Premiums also vary depending on the amount and type of coverage purchased; the make and model of the car; and the insured’s driving record, years of driving and the number of miles the car is driven per year. Other factors taken into account include the driver’s age and gender, where the car is most likely to be driven and the times of day—rush hour in an urban neighborhood or leisure time driving in rural areas, for example. Some insurance companies may also use credit history related information. (See Insurance score )

AVERAGE LENGTH OF STAY
One measure of use of health facilities, reported as an average number of inpatient days spent in a hospital or other health care facility per admission or discharge. It is calculated as follows: total number of days in the facility for all admissions during a particular period divided by the number of admissions during the same period.
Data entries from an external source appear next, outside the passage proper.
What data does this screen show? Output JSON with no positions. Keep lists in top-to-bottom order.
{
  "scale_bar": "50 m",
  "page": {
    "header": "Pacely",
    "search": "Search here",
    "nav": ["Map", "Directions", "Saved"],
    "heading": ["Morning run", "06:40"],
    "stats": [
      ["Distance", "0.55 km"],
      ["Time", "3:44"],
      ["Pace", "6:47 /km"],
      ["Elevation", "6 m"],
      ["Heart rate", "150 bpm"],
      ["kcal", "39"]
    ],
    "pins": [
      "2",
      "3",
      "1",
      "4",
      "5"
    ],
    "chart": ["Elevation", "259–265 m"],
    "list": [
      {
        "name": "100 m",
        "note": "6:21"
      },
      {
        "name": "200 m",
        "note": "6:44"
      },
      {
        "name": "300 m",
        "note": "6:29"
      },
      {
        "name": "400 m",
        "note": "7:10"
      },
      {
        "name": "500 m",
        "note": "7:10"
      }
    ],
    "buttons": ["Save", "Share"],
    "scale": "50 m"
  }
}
Average lengths of stay vary and are measured by age, specific diagnosis, or sources of payment.

AVIATION INSURANCE
Commercial airlines hold property insurance on airplanes and liability insurance for negligent acts that result in injury or property damage to passengers or others. Damage is covered on the ground and in the air. The policy limits the geographical area and individual pilots covered. An insurance professional skilled in the analysis, evaluation and management of statistical information. Evaluates insurance firms’ reserves, determines rates and rating methods, and determines other business and financial risks.